Pharmacokinetic and biodistribution studies of a bone-targeting drug delivery system based on N-(2-hydroxypropyl)methacrylamide copolymers

Abstract

Osteotropicity of novel bone-targeted HPMA copolymer conjugates has been demonstrated previously with bone histomorphometric analysis. The pharmacokinetics and biodistribution of this delivery system were investigated in the current study with healthy young BALB/c mice. The 125I-labeled bone-targeted and control (nontargeted) HPMA copolymers were administered intravenously to mice, and their distribution to different organs and tissues was followed using gamma counter and single photon emission computed tomography (SPECT). Both the invasive and noninvasive data further confirmed that the incorporation of D-aspartic acid octapeptide (D-Asp8) as bone-targeting moiety could favorably deposit the HPMA copolymers to the entire skeleton, especially to the high bone turnover sites. To evaluate the influence of molecular weight, three fractions (Mw of 24, 46, and 96 kDa) of HPMA copolymer-D-Asp8 conjugate were prepared and evaluated. Higher molecular weight of the conjugate enhanced the deposition to bone due to the prolonged half-life in circulation, but it weakened the bone selectivity. A higher content of bone-targeting moiety (D-Asp8) in the conjugate is desirable to achieve superior hard tissue selectivity.
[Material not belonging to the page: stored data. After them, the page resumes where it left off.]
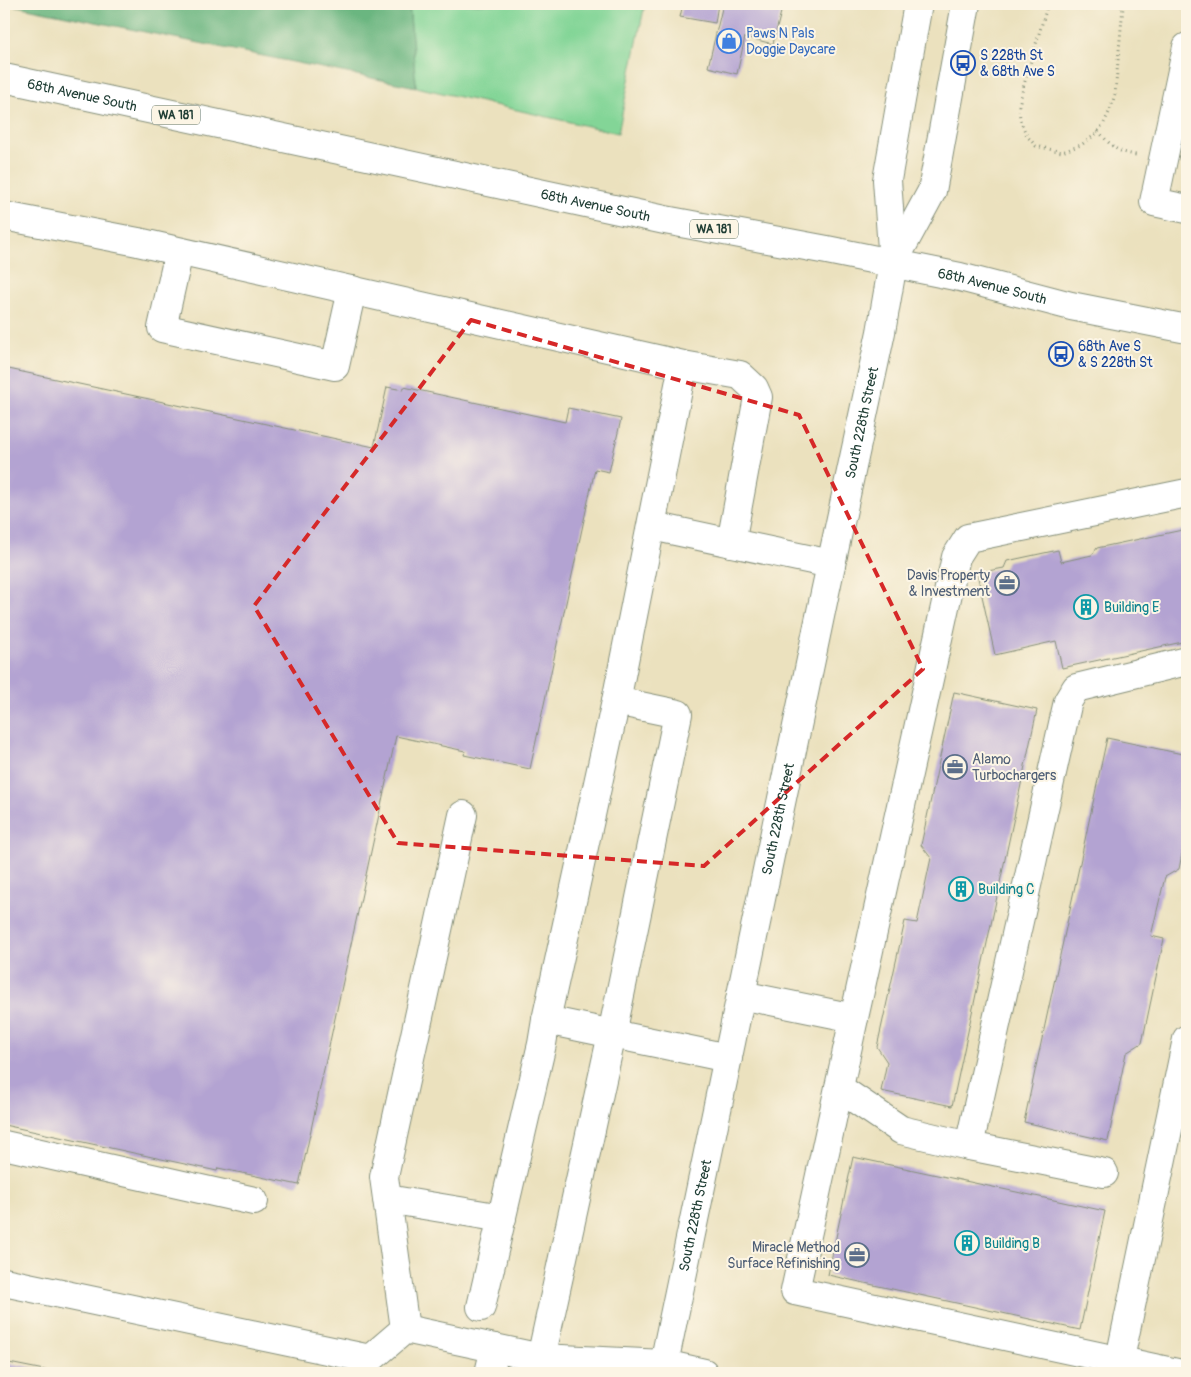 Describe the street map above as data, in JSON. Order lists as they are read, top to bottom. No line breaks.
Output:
{"streets":{"main road":["68th Avenue South","WA 181","South 228th Street"]},"crossings":[["68th Avenue South","South 228th Street"]],"places":{"shop":["Paws N Pals Doggie Daycare"],"bus stop":["S 228th St & 68th Ave S","68th Ave S & S 228th St"],"office":["Davis Property & Investment","Alamo Turbochargers","Miracle Method Surface Refinishing"],"building":["Building E","Building C","Building B"]}} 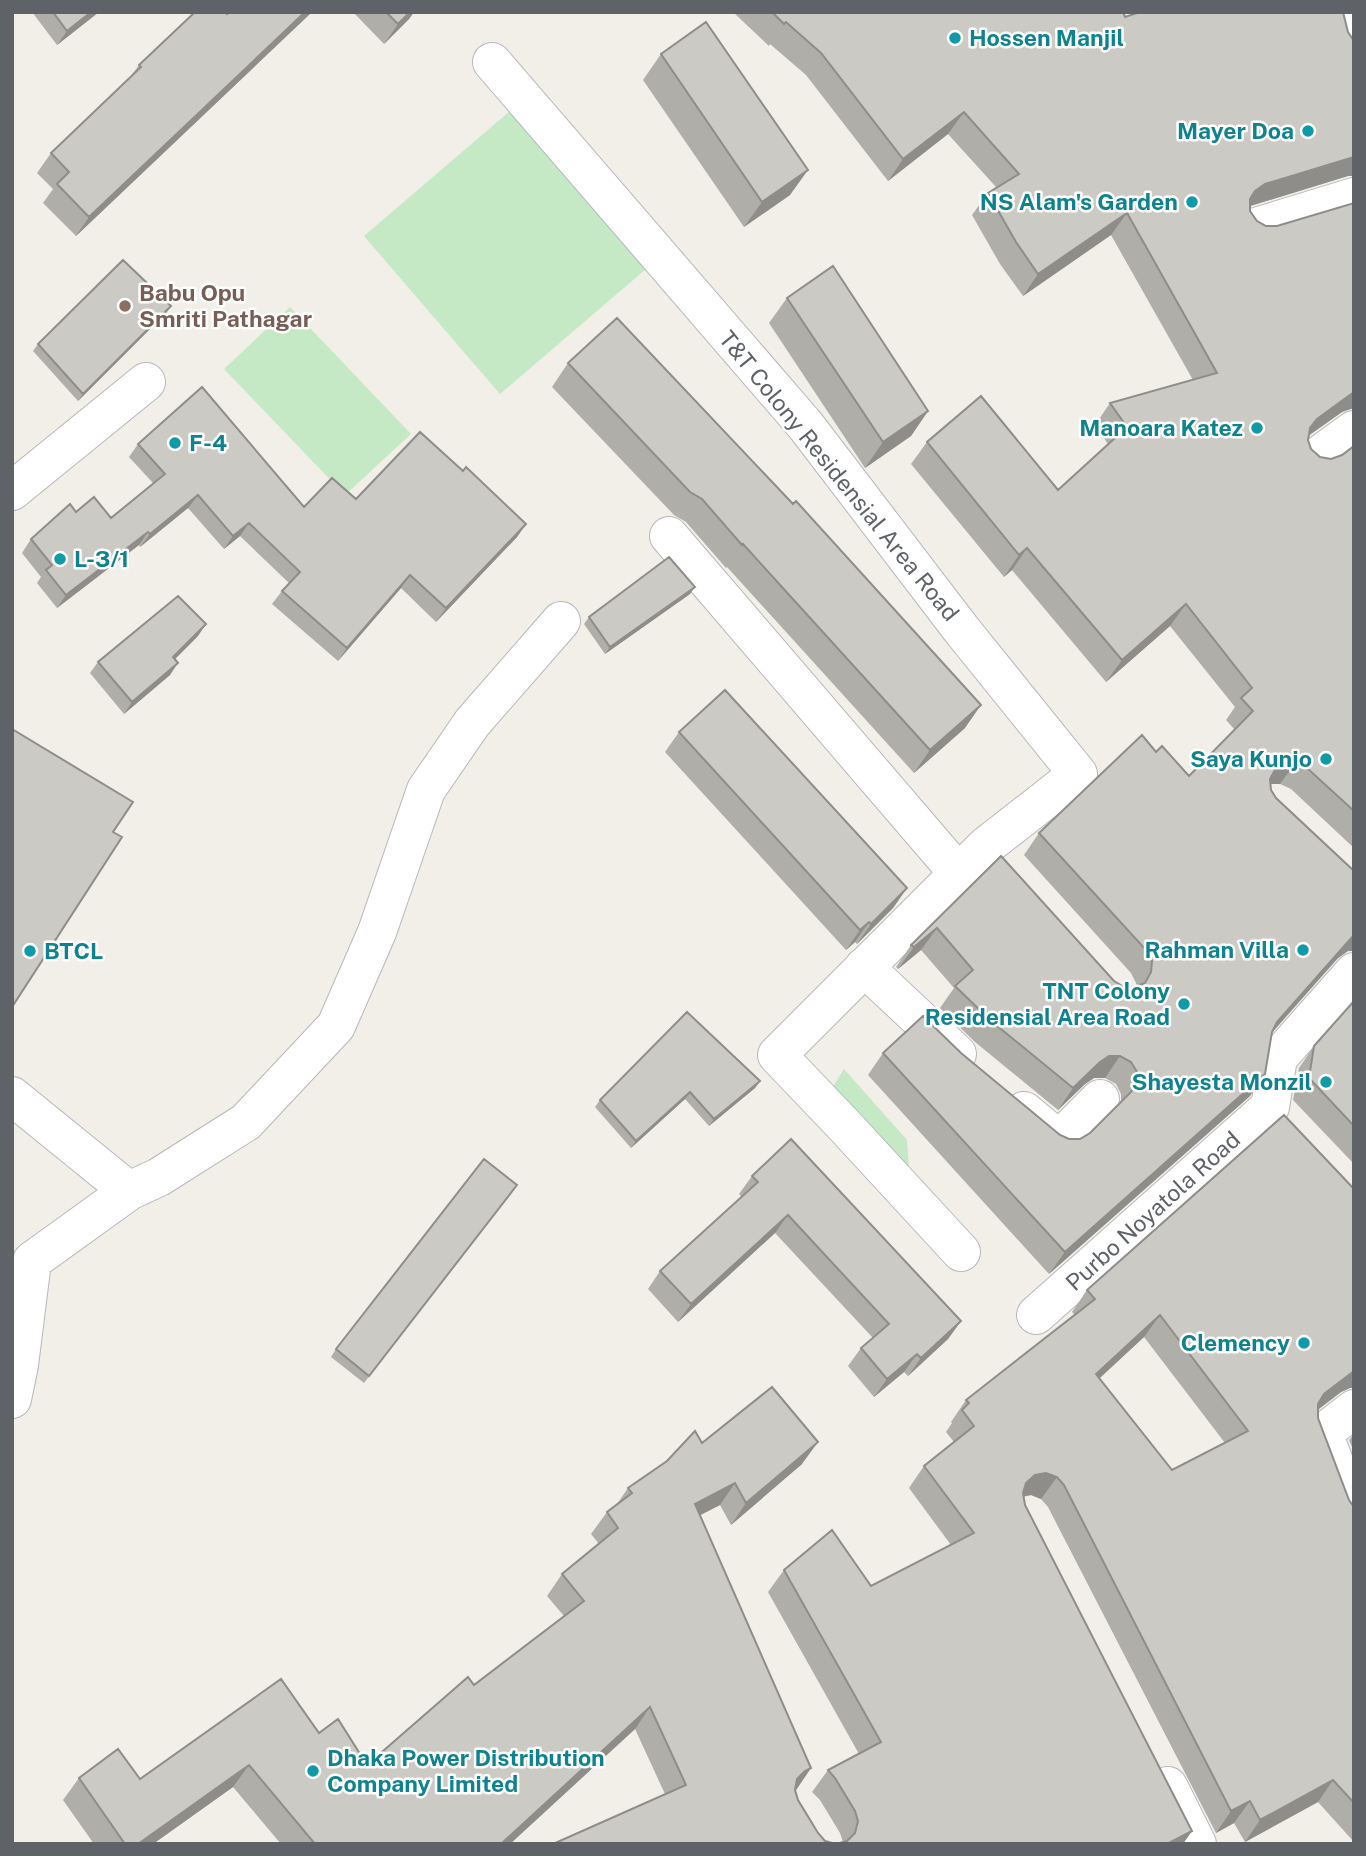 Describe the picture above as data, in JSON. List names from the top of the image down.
{
  "streets": {
    "street": ["T&T Colony Residensial Area Road", "Purbo Noyatola Road"]
  },
  "places": [
    "Hossen Manjil",
    "Mayer Doa",
    "NS Alam's Garden",
    "Babu Opu Smriti Pathagar",
    "Manoara Katez",
    "F-4",
    "L-3/1",
    "Saya Kunjo",
    "Rahman Villa",
    "BTCL",
    "TNT Colony Residensial Area Road",
    "Shayesta Monzil",
    "Clemency",
    "Dhaka Power Distribution Company Limited"
  ]
} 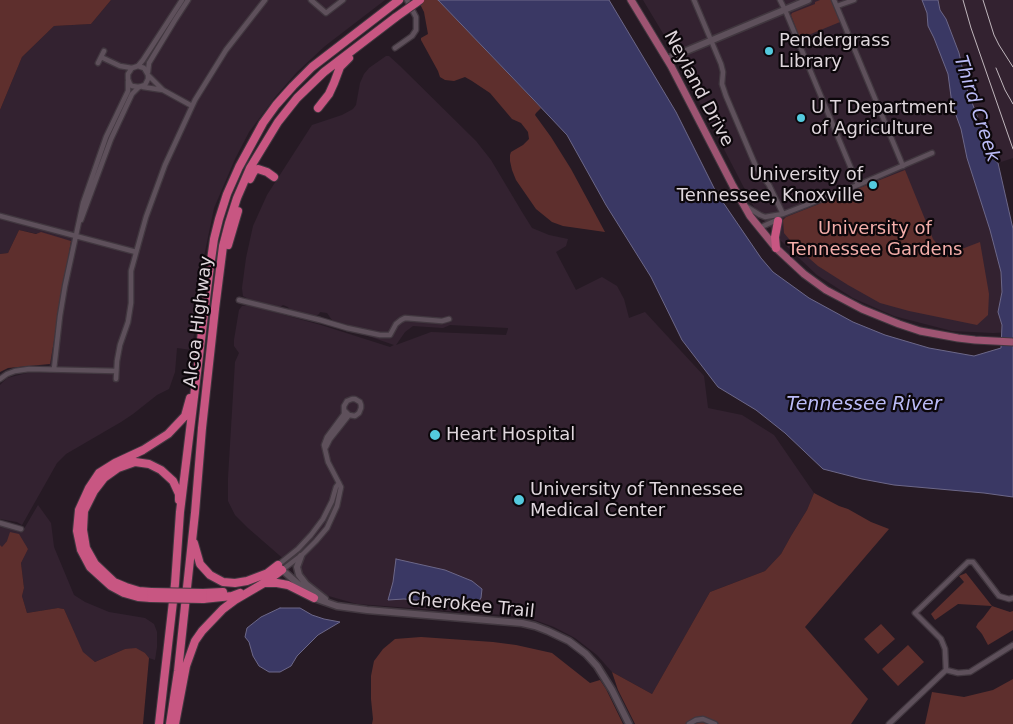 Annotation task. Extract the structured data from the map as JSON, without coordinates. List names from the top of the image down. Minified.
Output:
{"streets":{"highway":["Alcoa Highway"],"main road":["Neyland Drive"],"street":["Cherokee Trail"]},"water":["Third Creek","Tennessee River"],"parks":["University of Tennessee Gardens"],"places":["Pendergrass Library","U T Department of Agriculture","University of Tennessee, Knoxville","Heart Hospital","University of Tennessee Medical Center"]} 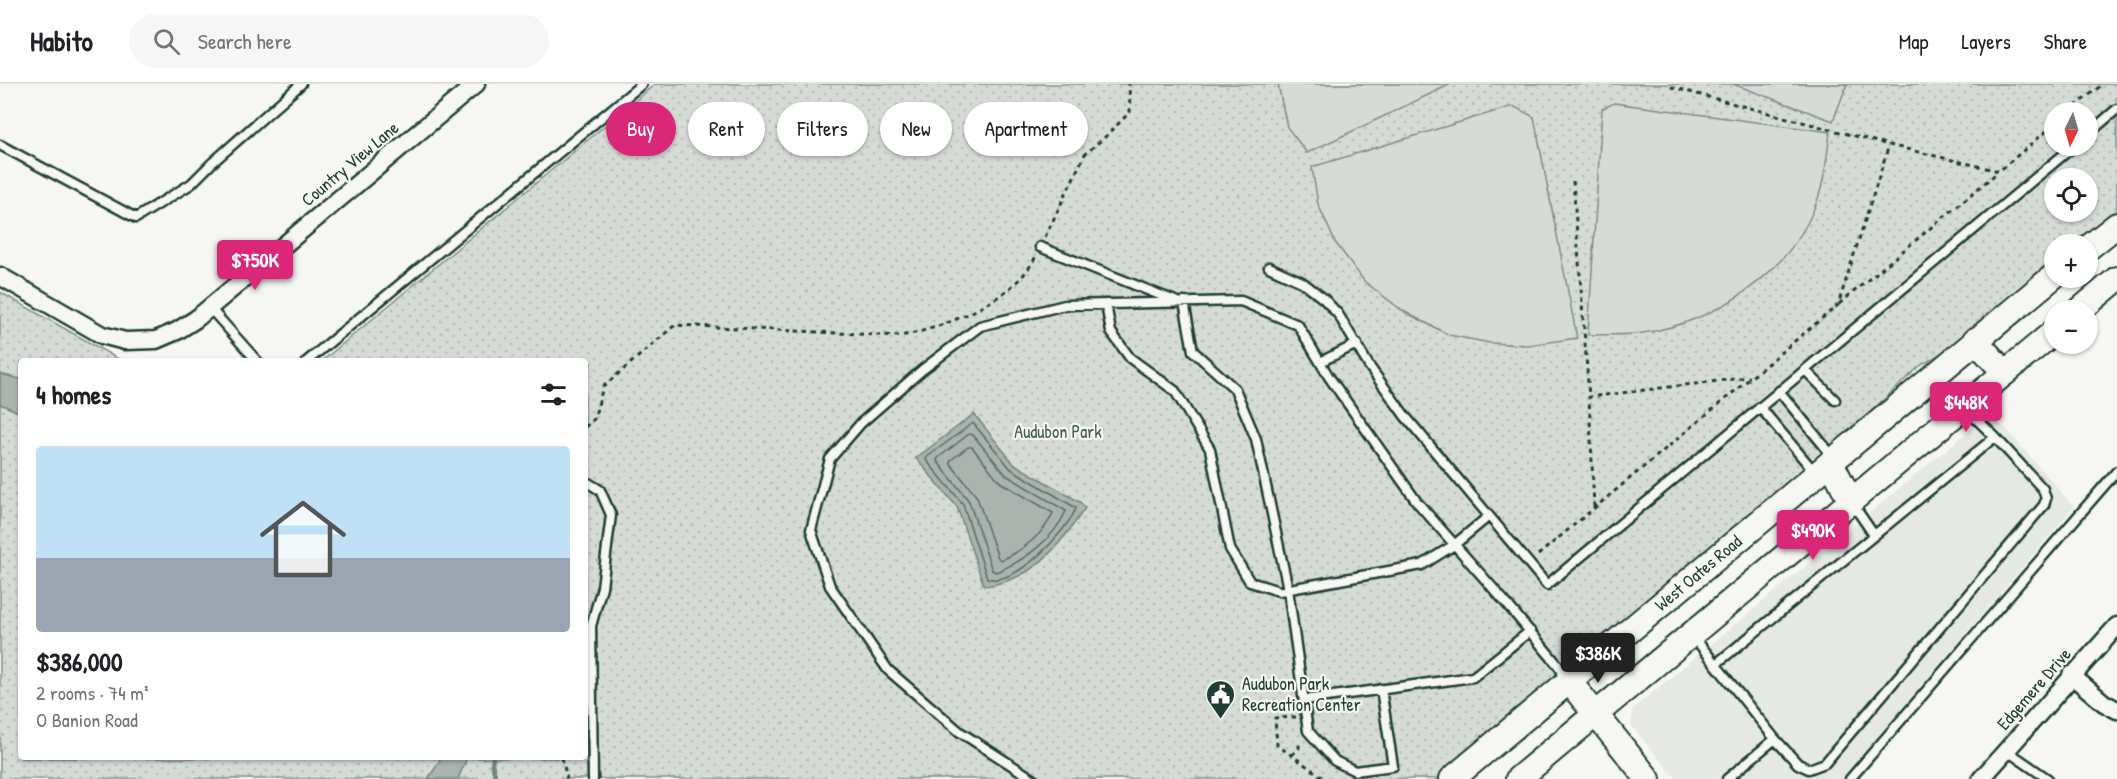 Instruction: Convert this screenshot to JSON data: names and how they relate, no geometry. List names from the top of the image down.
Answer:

Further validation of the bone-targeting efficacy of the conjugates in animal models of osteoporosis and other skeletal diseases is needed in the future.

Figure 1

Structure of Tyr-labeled HPMA copolymer - D-Asp₈ conjugates and of the peptide Tyr-D-Asp₈.

Figure 2

Effect of molecular weight on the biodistribution of Tyr-labeled HPMA copolymer - D-Asp₈ conjugates (P-D-Asp₈). HPMA copolymers (no peptide) and Tyr-D-Asp₈ were used as controls. The ¹²⁵I-labeled samples were administered intravenously to BALB/c mice and the biodistribution analyzed at time intervals indicated. (A) 15 min, (B) 30 min, (C) 1 h, (D) 4 h, (E) 24 h. P < 0.05 except for P-D-Asp₈ (24 kDa and 46 kDa) in the kidneys and bone of (C); (F) 24 h – comparison of targeted and non-targeted conjugates. T/F×2 represents two sets of tibia and femur. The accumulation in the bone was significantly higher (p < 0.05) for all three P-D-Asp₈ as compared to their respective P_control. The targeting strategy did not result in significantly higher accumulation in any of the other organs with any of the different molecular weight conjugates except for P-D-Asp₈ 96 kDa, which showed a significantly higher accumulation in the liver and spleen as compared to P_control of the similar molecular weight.

Figure 3

Planar and tomographic images of BALB/c mice 24 h after i.v. administration of Tyr-labeled HPMA copolymer – D-Asp₈ conjugates and of Tyr-D-Asp₈ recorded by single photon emission computed tomography.

Figure 4

Blood clearance of ¹²⁵I-labeled HPMA copolymer-D-Asp₈ conjugates after intravenous administration to BALB/c mice. Radioactivity in the bloodstream (% injected dose) is shown for conjugates of different molecular weight and for Tyr-D-Asp₈.

Figure 5

Histomorphometric analysis of long bones from BALB/c mice intravenously injected with P_control-FITC (M_w = 68 kDa, PDI = 1.5, [FITC] = 1.14 × 10⁻⁴ mol/g) and P-D-Asp₈-FITC (M_w = 68 kDa, PDI = 1.5, [D-Asp₈] = 1.77 × 10⁻⁴ mol/g, [FITC] = 1.05 × 10⁻⁴ mol/g). (1) Section through the mid-diaphyseal shaft illustrating the retention of the P_control-FITC in the marrow sinusoids (arrows); (2) Section through the mid-diaphyseal shaft illustrating the uptake of P-D-Asp₈-FITC on the endocortical surface (arrows). B = bone, M = marrow. Magnification 15 ×.